BUGFIX: Logging of messages from storage backends wasn't happening correctly in the Ugarit core, leading to errors when the cache backend (which logs an info message at close time) was closed and the log message had nowhere to go.
BUGFIX: Made file cache check the file hashes it finds in the cache actually exist in the vault, to protect against the case where a crash of some kind has caused unflushed changes to be lost; the file cache may well have committed changes that the backend hasn't, leading to references to nonexistant blocks. Note that we assume that vaults are sequentially safe, eg if the final indirect block of a large file made it, all the partial blocks must have made it too.

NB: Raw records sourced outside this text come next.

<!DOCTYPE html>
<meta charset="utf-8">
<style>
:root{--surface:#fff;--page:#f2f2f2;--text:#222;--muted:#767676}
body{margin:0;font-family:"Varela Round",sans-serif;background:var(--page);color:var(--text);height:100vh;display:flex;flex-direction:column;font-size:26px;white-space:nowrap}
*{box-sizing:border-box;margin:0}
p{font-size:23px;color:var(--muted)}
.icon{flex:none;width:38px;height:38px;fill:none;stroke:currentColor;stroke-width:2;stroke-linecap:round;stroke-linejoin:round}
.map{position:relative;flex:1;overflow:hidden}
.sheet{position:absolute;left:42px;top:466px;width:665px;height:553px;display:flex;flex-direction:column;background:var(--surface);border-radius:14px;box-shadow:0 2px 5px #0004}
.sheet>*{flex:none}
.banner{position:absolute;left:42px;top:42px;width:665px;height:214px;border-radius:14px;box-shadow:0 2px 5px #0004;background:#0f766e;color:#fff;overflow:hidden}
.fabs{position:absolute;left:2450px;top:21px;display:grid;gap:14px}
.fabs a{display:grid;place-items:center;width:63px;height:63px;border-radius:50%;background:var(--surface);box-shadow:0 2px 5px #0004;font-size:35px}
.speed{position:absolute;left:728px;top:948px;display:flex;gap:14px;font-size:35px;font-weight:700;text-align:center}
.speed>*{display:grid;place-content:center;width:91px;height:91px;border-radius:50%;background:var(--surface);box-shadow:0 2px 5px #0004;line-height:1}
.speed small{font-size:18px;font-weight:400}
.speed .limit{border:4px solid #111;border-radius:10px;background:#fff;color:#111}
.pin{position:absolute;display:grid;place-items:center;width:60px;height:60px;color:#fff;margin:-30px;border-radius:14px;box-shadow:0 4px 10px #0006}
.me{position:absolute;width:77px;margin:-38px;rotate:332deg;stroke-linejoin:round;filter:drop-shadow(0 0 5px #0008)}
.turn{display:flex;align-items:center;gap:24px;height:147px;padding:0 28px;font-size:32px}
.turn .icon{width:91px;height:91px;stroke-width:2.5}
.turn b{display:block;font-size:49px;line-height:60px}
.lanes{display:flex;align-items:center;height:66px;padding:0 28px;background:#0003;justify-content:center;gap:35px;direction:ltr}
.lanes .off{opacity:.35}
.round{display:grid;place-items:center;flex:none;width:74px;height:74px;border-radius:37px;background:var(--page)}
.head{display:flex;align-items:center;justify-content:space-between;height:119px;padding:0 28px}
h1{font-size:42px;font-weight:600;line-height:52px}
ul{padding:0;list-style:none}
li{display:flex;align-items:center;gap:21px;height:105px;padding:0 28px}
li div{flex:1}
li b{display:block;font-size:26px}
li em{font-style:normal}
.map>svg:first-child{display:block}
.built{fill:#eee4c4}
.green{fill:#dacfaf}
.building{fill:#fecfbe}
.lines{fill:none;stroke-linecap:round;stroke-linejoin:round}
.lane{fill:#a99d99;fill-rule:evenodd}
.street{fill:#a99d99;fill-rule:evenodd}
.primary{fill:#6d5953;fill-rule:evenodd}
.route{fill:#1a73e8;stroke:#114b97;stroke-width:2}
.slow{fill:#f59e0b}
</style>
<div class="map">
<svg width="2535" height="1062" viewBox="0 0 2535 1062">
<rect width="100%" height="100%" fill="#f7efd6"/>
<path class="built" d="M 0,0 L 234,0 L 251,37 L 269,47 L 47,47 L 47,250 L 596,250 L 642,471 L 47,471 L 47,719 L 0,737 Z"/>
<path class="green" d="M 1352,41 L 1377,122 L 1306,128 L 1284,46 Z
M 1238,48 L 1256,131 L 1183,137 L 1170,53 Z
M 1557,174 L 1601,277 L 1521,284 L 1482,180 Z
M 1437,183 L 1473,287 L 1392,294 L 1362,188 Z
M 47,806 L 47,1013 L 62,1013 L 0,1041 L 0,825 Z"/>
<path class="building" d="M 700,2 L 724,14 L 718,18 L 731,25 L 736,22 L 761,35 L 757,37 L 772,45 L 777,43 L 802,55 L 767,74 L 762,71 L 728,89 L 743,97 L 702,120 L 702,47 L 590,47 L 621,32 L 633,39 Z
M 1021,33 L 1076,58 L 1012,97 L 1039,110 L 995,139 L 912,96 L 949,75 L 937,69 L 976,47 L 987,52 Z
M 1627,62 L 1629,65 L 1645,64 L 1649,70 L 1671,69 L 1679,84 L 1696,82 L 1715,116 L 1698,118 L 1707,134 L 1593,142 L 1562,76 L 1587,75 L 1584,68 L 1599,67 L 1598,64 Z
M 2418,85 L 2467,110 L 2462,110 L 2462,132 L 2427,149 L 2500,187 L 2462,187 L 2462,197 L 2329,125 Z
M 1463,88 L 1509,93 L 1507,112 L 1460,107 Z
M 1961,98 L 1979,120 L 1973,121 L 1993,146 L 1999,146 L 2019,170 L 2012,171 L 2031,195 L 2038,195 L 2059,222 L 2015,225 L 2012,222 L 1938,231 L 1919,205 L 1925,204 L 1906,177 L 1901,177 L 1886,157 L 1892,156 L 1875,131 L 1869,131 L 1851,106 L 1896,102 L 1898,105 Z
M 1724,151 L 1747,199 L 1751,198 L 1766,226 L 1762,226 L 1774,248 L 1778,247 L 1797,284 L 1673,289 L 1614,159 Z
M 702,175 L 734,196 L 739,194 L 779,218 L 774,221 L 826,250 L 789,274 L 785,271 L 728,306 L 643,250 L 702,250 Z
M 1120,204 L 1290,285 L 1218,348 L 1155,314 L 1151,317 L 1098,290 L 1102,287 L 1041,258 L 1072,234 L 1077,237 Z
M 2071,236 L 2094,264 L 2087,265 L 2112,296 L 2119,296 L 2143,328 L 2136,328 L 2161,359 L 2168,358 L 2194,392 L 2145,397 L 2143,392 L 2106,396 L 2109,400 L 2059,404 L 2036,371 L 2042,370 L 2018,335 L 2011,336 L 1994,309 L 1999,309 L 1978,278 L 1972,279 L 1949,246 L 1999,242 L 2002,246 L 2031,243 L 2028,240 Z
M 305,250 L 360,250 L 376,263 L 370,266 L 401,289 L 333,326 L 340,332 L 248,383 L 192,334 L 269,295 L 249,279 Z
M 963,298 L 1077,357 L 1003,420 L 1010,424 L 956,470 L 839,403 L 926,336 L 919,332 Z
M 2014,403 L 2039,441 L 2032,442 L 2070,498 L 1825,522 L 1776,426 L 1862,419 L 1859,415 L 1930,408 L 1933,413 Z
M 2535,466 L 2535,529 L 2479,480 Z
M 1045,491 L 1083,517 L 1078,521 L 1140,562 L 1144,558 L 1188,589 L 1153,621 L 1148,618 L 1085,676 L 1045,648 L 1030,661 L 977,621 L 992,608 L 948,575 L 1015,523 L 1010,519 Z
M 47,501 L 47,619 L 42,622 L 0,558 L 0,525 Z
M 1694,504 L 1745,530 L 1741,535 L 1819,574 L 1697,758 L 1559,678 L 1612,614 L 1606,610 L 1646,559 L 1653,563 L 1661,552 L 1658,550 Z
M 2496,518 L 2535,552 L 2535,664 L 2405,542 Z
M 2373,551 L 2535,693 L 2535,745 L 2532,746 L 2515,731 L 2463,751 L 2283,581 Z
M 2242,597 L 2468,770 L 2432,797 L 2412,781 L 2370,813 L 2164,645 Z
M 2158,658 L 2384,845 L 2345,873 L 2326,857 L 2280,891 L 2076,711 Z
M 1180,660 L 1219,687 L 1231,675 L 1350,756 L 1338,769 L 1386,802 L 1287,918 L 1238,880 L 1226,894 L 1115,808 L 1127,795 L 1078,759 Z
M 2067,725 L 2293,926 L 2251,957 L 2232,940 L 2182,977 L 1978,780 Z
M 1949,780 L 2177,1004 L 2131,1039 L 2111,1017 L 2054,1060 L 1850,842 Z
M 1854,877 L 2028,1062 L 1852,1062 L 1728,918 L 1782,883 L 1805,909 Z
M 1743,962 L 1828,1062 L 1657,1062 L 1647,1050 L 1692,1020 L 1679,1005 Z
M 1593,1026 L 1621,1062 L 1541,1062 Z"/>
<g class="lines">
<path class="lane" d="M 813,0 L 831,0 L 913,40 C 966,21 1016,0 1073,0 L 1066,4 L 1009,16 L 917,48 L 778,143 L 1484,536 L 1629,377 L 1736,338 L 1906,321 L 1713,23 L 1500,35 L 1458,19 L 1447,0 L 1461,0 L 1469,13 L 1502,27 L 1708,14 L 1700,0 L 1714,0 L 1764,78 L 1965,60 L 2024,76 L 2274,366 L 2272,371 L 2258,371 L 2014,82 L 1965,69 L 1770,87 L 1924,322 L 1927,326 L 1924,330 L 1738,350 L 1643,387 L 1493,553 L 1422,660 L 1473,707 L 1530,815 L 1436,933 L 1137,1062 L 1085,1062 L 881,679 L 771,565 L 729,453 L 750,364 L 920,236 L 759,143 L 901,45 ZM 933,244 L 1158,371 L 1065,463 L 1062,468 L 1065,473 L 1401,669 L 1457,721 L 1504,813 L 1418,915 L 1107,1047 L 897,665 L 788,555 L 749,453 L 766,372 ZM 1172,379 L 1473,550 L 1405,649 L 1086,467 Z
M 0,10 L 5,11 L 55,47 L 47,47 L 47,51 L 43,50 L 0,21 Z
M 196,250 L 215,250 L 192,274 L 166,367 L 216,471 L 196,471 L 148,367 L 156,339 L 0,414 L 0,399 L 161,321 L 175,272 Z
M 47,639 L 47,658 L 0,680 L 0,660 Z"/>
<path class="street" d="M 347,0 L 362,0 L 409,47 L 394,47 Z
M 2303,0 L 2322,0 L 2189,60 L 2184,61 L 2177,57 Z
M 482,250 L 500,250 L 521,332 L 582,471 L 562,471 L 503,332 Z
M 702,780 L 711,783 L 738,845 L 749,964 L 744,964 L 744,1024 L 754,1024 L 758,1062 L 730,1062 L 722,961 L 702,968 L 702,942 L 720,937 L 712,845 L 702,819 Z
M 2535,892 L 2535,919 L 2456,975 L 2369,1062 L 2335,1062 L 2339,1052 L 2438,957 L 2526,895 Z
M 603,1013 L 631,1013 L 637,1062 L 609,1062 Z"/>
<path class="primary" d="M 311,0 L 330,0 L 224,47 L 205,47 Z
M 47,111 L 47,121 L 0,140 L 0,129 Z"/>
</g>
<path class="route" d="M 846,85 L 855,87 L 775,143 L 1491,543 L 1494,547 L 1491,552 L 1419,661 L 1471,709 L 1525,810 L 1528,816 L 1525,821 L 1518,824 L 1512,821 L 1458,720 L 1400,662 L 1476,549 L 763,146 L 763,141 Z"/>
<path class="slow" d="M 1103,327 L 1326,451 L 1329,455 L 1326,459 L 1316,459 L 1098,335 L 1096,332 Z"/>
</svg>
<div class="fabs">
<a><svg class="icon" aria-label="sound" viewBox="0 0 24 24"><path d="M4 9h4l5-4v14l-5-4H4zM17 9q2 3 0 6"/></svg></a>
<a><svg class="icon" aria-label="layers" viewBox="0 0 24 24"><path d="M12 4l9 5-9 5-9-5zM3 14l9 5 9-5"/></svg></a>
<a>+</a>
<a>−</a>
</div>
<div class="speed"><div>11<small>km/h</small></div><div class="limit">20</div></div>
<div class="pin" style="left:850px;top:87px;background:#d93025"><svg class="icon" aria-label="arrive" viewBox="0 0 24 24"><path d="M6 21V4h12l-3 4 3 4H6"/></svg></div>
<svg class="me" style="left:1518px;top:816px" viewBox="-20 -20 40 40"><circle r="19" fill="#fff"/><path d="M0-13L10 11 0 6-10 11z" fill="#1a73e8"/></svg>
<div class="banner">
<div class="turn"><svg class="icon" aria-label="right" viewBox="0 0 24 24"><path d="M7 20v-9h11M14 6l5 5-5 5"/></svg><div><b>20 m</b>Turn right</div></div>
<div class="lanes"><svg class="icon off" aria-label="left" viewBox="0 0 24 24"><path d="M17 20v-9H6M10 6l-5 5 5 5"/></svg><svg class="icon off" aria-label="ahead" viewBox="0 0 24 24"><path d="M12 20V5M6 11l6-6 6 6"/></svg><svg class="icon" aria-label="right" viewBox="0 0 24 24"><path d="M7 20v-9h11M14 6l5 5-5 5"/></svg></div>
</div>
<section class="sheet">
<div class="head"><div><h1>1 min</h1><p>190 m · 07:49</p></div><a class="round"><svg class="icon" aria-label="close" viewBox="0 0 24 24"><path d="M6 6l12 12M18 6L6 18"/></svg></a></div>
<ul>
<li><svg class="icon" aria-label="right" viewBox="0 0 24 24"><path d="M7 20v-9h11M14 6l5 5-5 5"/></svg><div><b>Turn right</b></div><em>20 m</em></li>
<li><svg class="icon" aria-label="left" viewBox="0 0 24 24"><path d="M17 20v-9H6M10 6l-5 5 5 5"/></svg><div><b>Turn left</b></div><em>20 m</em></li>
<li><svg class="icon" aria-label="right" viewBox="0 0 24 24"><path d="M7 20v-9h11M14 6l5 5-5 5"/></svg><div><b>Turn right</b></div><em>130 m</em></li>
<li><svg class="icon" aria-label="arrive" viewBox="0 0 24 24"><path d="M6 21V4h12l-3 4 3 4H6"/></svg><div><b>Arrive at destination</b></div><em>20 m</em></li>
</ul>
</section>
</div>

BUGFIX: Added an explicit flush! command to the backend protocol, and put explicit flushes at critical points in higher layers (backend-cache, the vault abstraction in the Ugarit core, and when tagging a snapshot) so that we ensure the blocks we point at are flushed before committing references to them in the backend-cache or file caches, or into tags, to ensure crash safety.
BUGFIX: Made the splitlog backend never exceed the file size limit (except when passed blocks that, plus a header, are larger than it), rather than letting a partial block hang over the 'end'.
BUGFIX: Fixed tag locking, which was broken all over the place. Concurrent snapshots to the same tag should now block for one another, although why you'd want to *do* that is questionable.
BUGFIX: Fixed generation of non-keyed hashes, which was incorrectly appending the type to the hash without an outer hash. This breaks backwards compatability, but nobody was using the old algorithm, right? I'll introduce it as an option if required.
BUGFIX: splitlog backend now creates log files with "rw-------" rather than "rwx------" permissions; and all sqlite databases (splitlog metadata, cache file, and file-cache file) are created with "rw-------" rather then "rw-r--r--".
BUGFIX: file caching uses mtime *and* size now, rather than just mtime. Error handling so we skip objects that we cannot do something with, and proceed to try the rest of the operation.